Saturday was a work day for me. Today I check out Sydney.

Bris-Vegas

Saturday, September 15, Part 2

Jumping off the boat from my Koala / Kanga adventure, I strolled into GoMA, the museum of modern art. The Motel sign shown is placed just outside the museum's entrance. On the other side it does indeed say "Bris-Vegas."

The text on the sign reads:
You don't understand. Not at all, not at all. Pleasure overules pain, if you can catch that drift. When it's barrelling, it's magic. You're like compressed inside - it gives you a high, you expect to see angels!
LOCAL. NATIONAL. INTERNATIONAL.
Where there is no vision the people suffer.
The only other sign in town of Bris-Vegas was across from the library, where the old state treasuring has been turned into a casino. There's a bar there called "Kitty." Cute.
 

Inverted crystal, Colleen reflected.
On my next trip to Brisbane, if there is one, I promise to do one of the coasts and tell you about it.

The GoMA is on the South Bank of Brisbane, which is one happening place. From the curving, trellised walkway to the fake beach and barbecues, on sunny days it seems to be where families go. The pool/beach area is surrounded by palm trees. In the park land next to the pools are gas-power barbecues, free for anyone to use.
 
There are two pools, one that goes up to two meters in depth, another that is barely half a meter in depth, designed for toddlers. A tracing of the Brisbane river spills water when walked upon. A seal squirts water when a little one sits on it. A big bucket hanging high in the sky turns over and spills water on the little one who pushes a button.
 
The deeper pool is... well, like a beach. The white sand slopes into the water, just like a beach. Big difference with this beach, though: no stinging jellyfish or rip tides. It also doesn't hurt that close by, just beyond the trellised walkway, are shops and cafes, perfect for grabbing a cup of coffee or having dinner before heading home.
 
The yearly Brisbane festival was on, which meant arts events all over the city. There was also a nightly laser light show called GLNG. For this show, they have placed laser lights on the tops of the biggest buildings in the city. Water and smoke spray from a barge in the middle of the river that also holds more lights. Music booms, the lights spin, twirl and create impossible shapes.
 
My photo does not do this show justice. But if you follow the GLNG link there is a video that gives you a good sense of what the show is like. 


Sunday, September 16, 2012

Koalas and Roos!

Saturday, September 15.

The boat left the Southbank of Brisbane at 10 am and putted up-stream at 10 knots. One hour ride past ostentatious homes and we arrived at the Lone Pine Koala Sanctuary.
They have many things at the sanctuary including crocodiles, birds, Tasmanian devils (nocturnal, so sleeping), wombats, duck-billed platterpus' (platterpi?), koalas and kangaroos.

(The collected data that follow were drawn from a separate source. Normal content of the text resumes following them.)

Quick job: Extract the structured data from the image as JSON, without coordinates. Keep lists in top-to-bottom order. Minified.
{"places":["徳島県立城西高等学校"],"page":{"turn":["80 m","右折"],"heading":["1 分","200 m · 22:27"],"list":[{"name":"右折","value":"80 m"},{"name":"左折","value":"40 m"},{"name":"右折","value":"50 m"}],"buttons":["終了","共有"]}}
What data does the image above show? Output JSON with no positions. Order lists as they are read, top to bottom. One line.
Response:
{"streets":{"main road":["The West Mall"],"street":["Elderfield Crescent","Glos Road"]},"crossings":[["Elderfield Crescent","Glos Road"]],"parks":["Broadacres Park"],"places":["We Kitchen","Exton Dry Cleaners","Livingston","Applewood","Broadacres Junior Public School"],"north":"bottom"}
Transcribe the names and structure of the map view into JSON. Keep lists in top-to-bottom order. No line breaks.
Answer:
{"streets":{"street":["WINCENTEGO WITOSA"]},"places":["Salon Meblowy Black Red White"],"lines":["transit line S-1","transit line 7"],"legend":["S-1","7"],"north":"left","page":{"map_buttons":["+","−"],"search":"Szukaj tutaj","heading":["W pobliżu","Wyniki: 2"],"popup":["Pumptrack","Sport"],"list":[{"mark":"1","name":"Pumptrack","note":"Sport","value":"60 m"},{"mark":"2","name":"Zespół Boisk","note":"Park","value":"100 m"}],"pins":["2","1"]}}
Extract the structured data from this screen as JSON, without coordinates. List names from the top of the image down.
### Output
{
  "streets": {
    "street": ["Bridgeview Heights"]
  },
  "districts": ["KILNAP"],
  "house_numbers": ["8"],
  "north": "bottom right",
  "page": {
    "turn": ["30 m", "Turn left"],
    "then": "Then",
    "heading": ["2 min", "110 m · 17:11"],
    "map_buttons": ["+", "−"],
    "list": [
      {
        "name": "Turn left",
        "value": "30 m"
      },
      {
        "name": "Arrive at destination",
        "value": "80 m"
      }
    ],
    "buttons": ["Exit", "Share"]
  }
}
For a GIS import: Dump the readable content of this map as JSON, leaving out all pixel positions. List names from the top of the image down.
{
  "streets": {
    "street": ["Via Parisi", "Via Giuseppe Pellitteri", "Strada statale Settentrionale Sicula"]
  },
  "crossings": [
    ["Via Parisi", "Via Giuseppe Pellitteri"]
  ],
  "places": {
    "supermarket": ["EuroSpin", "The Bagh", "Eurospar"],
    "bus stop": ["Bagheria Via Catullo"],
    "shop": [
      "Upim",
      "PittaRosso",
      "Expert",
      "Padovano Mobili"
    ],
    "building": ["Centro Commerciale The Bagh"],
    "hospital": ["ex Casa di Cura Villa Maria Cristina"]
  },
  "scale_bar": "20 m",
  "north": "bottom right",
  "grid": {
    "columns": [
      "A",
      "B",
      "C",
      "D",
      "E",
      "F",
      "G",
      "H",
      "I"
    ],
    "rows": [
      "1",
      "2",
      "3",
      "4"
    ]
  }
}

The koala handlers were young women wearing tan shorts and fluffy ears. For a small fee, you could "cuddle a koala" and have your picture taken. The koalas obviously have a union, as each koala can only be 'cuddled' by sucessive strangers (1 minute each) for 30 minutes per day. Every so many days, they get a day off. 

koala photo Here am I, holding a koala named Major, who I learned from his handler, is in cuddling training. He did a pretty good job, don't you think? Give him a promotion!

The fur is as soft as it looks and they smell of musky hemp. They are pliable little guys, who don't seem to mind being moved from person to person. They have huge claws for climbing trees; the handlers wear black rubber bracelets around their wrists to protect them. They also carry boughs of eucalyptus that they munch on continually.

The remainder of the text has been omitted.